Condivido le parole di Danilo Arona e metto l’accento sulla scarsa affluenza ai locali, luoghi appositi di ricezione musicale. Anche questo è un aspetto da non sottovalutare. Gli alessandrini danno valore alla musica se viene da lontano, da quanto ho capito, e poco importa se hanno il vicino di casa che suona da vent’anni ed è anche bravo, faticano ad uscire da casa per andare a sentirlo. Non facciamo di tutta l’erba un fascio, certo, ma ho amici di altre province che si spostano appositamente e mi vengono a trovare nelle serate e amici alessandrini che non vedo mai. Per onorare il proprio talento occorre coltivarlo giorno per giorno e Alessandria non è la città giusta per riconoscerlo. Comunque, quanto è vero il detto “nemo propheta in patria”.

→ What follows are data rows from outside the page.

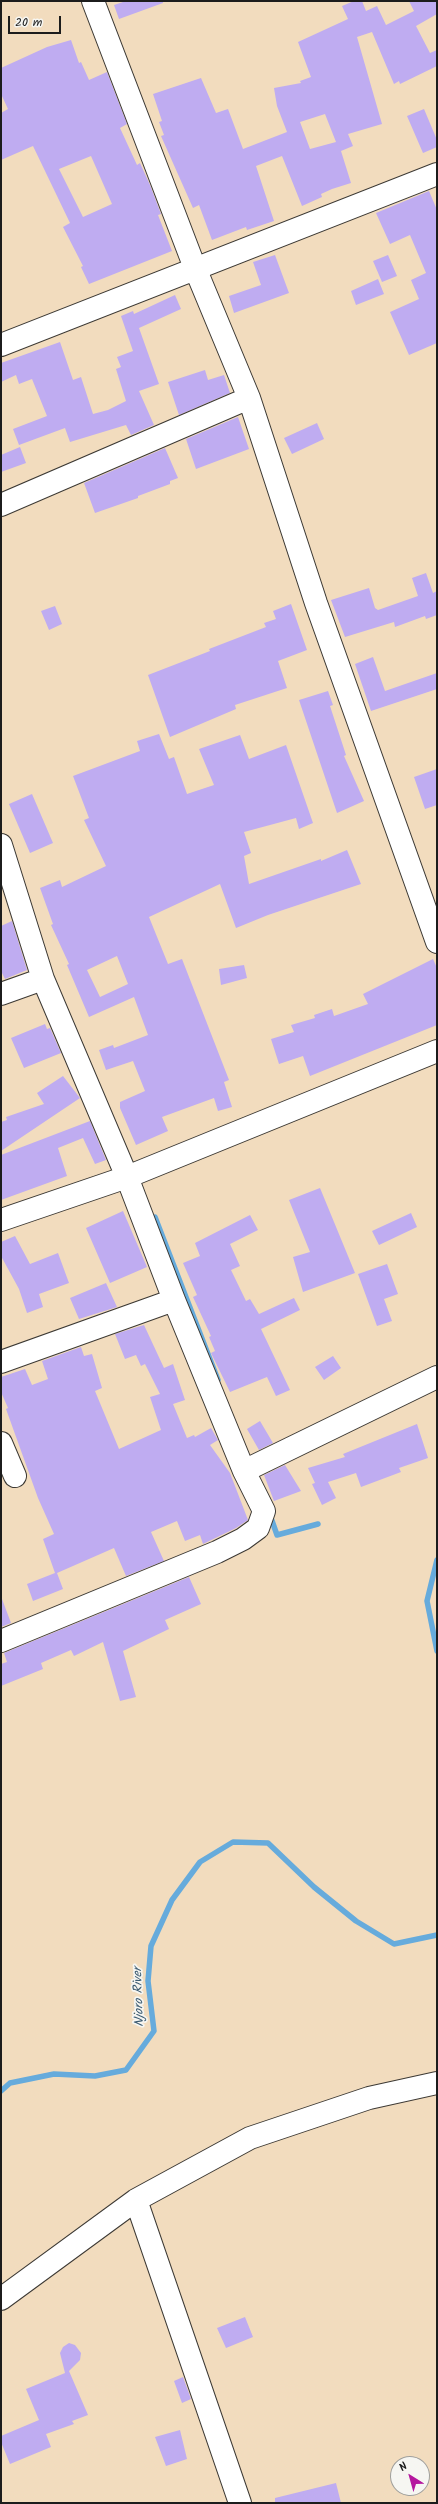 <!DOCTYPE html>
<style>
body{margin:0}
#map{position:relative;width:438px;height:2504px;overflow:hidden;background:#f2dcbe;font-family:Kalam,sans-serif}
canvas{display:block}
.frame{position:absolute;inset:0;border:2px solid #1c1c1c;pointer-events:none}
.north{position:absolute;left:390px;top:2456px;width:40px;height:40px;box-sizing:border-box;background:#f6f6f2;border:1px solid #9f9f9c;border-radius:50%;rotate:323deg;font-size:11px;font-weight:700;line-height:16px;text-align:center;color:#1c1c1c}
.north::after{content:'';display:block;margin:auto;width:14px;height:18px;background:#b5179e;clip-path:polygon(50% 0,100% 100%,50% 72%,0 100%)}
.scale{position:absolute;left:8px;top:16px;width:53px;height:18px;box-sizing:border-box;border:2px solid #1c1c1c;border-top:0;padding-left:5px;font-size:12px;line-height:14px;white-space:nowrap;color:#1c1c1c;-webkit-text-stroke:3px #f6f6f2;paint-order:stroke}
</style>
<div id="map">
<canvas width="438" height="2504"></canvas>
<div class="frame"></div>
<div class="north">N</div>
<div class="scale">20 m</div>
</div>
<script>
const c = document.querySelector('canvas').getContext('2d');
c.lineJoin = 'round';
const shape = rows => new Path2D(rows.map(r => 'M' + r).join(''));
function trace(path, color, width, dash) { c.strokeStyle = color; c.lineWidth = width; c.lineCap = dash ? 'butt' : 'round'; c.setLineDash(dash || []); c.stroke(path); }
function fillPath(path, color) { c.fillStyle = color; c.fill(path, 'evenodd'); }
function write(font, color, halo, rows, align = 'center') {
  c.font = font + ' Kalam,sans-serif'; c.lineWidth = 3.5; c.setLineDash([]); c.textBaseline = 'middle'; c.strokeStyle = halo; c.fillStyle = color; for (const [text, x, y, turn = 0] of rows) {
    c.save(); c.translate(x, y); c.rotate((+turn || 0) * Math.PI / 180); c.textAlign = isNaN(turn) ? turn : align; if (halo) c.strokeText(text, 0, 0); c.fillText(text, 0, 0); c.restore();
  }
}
const stream = shape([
 [155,1217,218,1380],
 [270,1515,277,1535,318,1524],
 [437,1560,427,1601,437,1651],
 [1,2091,10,2083,54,2074,95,2076,126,2070,154,2031,148,1981,151,1946,172,1900,200,1862,233,1842,268,1843,314,1887,356,1921,394,1944,437,1935]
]);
const building = shape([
 [126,1,163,1,163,3,119,19,114,5],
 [354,1,362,1,366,11,377,6,386,25,414,11,409,1,437,1,437,14,416,26,430,53,437,50,437,66,400,84,399,81,394,84,372,32,357,37,382,124,348,134,353,146,341,151,351,183,332,189,321,194,322,197,302,206,282,156,256,166,274,221,247,230,246,227,212,240,199,205,193,208,161,136,164,135,159,122,162,121,153,94,201,78,216,113,228,109,243,149,287,132,277,106,274,88,301,83,300,81,311,77,298,42,348,19,342,6],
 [325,114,336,142,310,149,300,122],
 [71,40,79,63,81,62,89,80,107,72,127,124,120,128,137,165,140,163,150,185,161,214,158,215,172,251,89,284,81,267,83,266,63,227,70,223,33,146,1,160,1,113,8,109,1,94,1,68,47,47],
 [91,156,112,204,83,217,59,169],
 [424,109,437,140,437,147,423,153,407,116],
 [429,191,437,210,437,343,409,355,390,312,419,299,411,280,426,273,410,235,390,244,376,213],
 [275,255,289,293,234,313,229,296,261,285,253,262],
 [388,255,397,276,382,282,373,261],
 [378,279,384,294,356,305,351,291],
 [175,295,181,309,139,328,159,384,139,391,154,425,131,435,126,425,70,442,65,428,19,445,13,429,47,416,32,379,19,384,16,375,1,382,1,363,60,342,73,380,81,377,93,414,108,410,126,401,116,369,121,367,117,357,133,351,121,316,133,311,134,314],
 [205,370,208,380,224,375,230,393,179,415,168,382],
 [238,417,249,449,196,469,186,439],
 [317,423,324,439,292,454,284,438],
 [20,447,26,463,1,472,1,455],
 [165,448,178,478,170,481,170,484,138,496,138,498,95,513,84,483],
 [426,573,433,593,437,591,437,615,426,619,425,616,395,627,394,622,345,637,331,600,369,588,375,608,378,610,418,596,412,578],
 [291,604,307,650,278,661,287,688,235,705,236,709,170,737,148,675,210,651,209,649,266,627,264,623,276,619,273,611],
 [55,606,62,624,49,630,41,611],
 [373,657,385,691,437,673,437,689,371,711,355,664],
 [328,691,333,705,330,706,346,755,344,756,364,801,337,813,299,700],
 [159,734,169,759,174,757,187,794,214,785,199,749,240,735,249,759,286,745,313,823,299,829,296,818,244,832,251,853,244,856,249,884,321,859,321,861,347,850,361,884,268,915,236,928,220,884,149,917,168,964,182,959,229,1080,224,1082,232,1107,218,1111,214,1098,162,1117,168,1131,136,1145,120,1108,120,1102,145,1091,133,1061,106,1070,99,1050,113,1045,114,1048,148,1035,134,997,89,1017,67,965,69,964,51,925,53,924,40,888,60,880,62,887,106,866,84,820,89,818,73,776,140,751,137,741],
 [117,956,128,984,100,997,87,970],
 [437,769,437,805,425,809,414,777],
 [32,794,53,843,30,853,9,804],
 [12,921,27,970,5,979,1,971,1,926],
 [433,959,437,968,437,1025,310,1076,303,1056,279,1064,271,1039,294,1032,291,1025,315,1018,314,1015,332,1009,334,1016,368,1004,363,994],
 [244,965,247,978,221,985,219,969],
 [45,1024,47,1029,50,1028,61,1053,24,1068,11,1038],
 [63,1076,80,1098,1,1151,1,1122,7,1120,6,1117,44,1104,37,1093],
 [90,1121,106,1160,95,1164,83,1138,58,1148,67,1176,1,1200,1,1155],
 [320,1188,355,1273,303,1292,293,1257,310,1252,289,1200],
 [123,1211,147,1267,110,1283,86,1228],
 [411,1213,417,1227,379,1245,372,1231],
 [250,1215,258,1230,230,1244,240,1266,231,1270,246,1301,250,1299,259,1314,294,1298,300,1310,261,1329,290,1390,276,1396,267,1377,230,1392,211,1353,215,1351,209,1337,211,1336,193,1297,197,1295,183,1263,200,1256,195,1243],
 [15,1236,30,1264,58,1253,69,1283,39,1294,43,1307,27,1313,19,1289,1,1256,1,1242],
 [387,1264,398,1294,384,1299,392,1321,377,1326,358,1274],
 [106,1283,117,1307,79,1319,70,1298],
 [144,1325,164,1368,173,1364,185,1400,173,1404,187,1438,194,1435,195,1437,211,1428,218,1440,210,1445,230,1473,248,1520,236,1528,203,1544,200,1535,185,1541,177,1521,151,1532,164,1561,126,1576,114,1548,57,1573,63,1589,33,1601,27,1584,55,1573,43,1539,54,1534,38,1498,6,1409,8,1408,1,1392,1,1377,25,1369,32,1385,48,1379,42,1361,81,1347,84,1356,92,1354,102,1388,95,1391,119,1449,161,1430,150,1397,160,1394,145,1364,141,1366,136,1355,125,1359,115,1334],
 [333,1356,341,1368,324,1380,315,1367],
 [260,1421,273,1443,259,1450,247,1429],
 [417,1424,428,1458,399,1468,401,1472,361,1487,356,1473,328,1482,336,1498,322,1505,312,1484,315,1483,308,1468,345,1457,343,1454],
 [285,1465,301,1491,274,1501,264,1475],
 [189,1577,201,1604,165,1620,169,1629,123,1651,136,1697,120,1701,103,1642,74,1656,71,1650,41,1663,43,1669,1,1686,1,1664,7,1662,4,1653],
 [2,1599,11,1623,1,1627,1,1600],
 [245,2317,253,2337,226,2348,217,2328],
 [69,2343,75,2345,81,2353,80,2360,69,2371,88,2415,72,2421,74,2424,46,2434,51,2447,10,2464,1,2442,1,2436,39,2420,26,2389,65,2373,60,2353,63,2347],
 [183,2377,191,2399,182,2403,174,2381],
 [180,2430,187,2459,166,2466,155,2437],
 [336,2483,341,2503,275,2503,275,2498]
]);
const minor = shape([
 [93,1,195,268,249,398,316,603,437,942],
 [1,345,437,174],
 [1,505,249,398],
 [1,845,43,979,127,1177,174,1300,244,1471,264,1511,258,1528,243,1539,217,1552,1,1641],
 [1,994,43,979],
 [1,1220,127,1177,437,1051],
 [1,1362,174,1300],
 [1,1443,15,1476],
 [244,1471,437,1377],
 [136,2200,240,2503],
 [1,2299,136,2200,250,2138,369,2098,437,2083]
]);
const waterNames = [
 ["Njoro River",140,1997,-92]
];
trace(stream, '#66abdc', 5.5);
fillPath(building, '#bfacf1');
trace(minor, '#3c3934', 24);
trace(minor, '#fff', 22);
write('italic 13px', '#3d5c72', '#f6f6f2', waterNames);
</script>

5) Come vedi Alessandria, e che futuro potrà avere? A tuo avviso l’arte e la cultura che cosa possono fare in una situazione così disastrata?
La storia della mia città mi porta a considerarla come un punto di snodo importante di strade e di destini. Viene tristemente menzionata in Italia per il disastro dell’alluvione nel 1994 e riportata poi alla ribalta dal nuovo Papa Francesco il cui cognome, Bergoglio, ha le sue origini nel nome di un antico quartiere di Alessandria. La città sta subendo un grave calo demografico causato dai problemi lavorativi di questo particolare momento e ha un forte bisogno di essere nuovamente valorizzata nelle sue risorse; anche noi abbiamo un patrimonio storico, artistico, musicale, archeologico, paesaggistico, conosciuto e apprezzato. Un patrimonio che al tempo stesso necessita di competenze storiche e scientifico-tecnologiche sulle quali investire, per una capillare opera di manutenzione e prevenzione che salvaguardi nel tempo l’integrità di tali beni e, perché no, il loro sfruttamento a livello turistico. Il futuro di Alessandria comincerà solo se lei lo vorrà.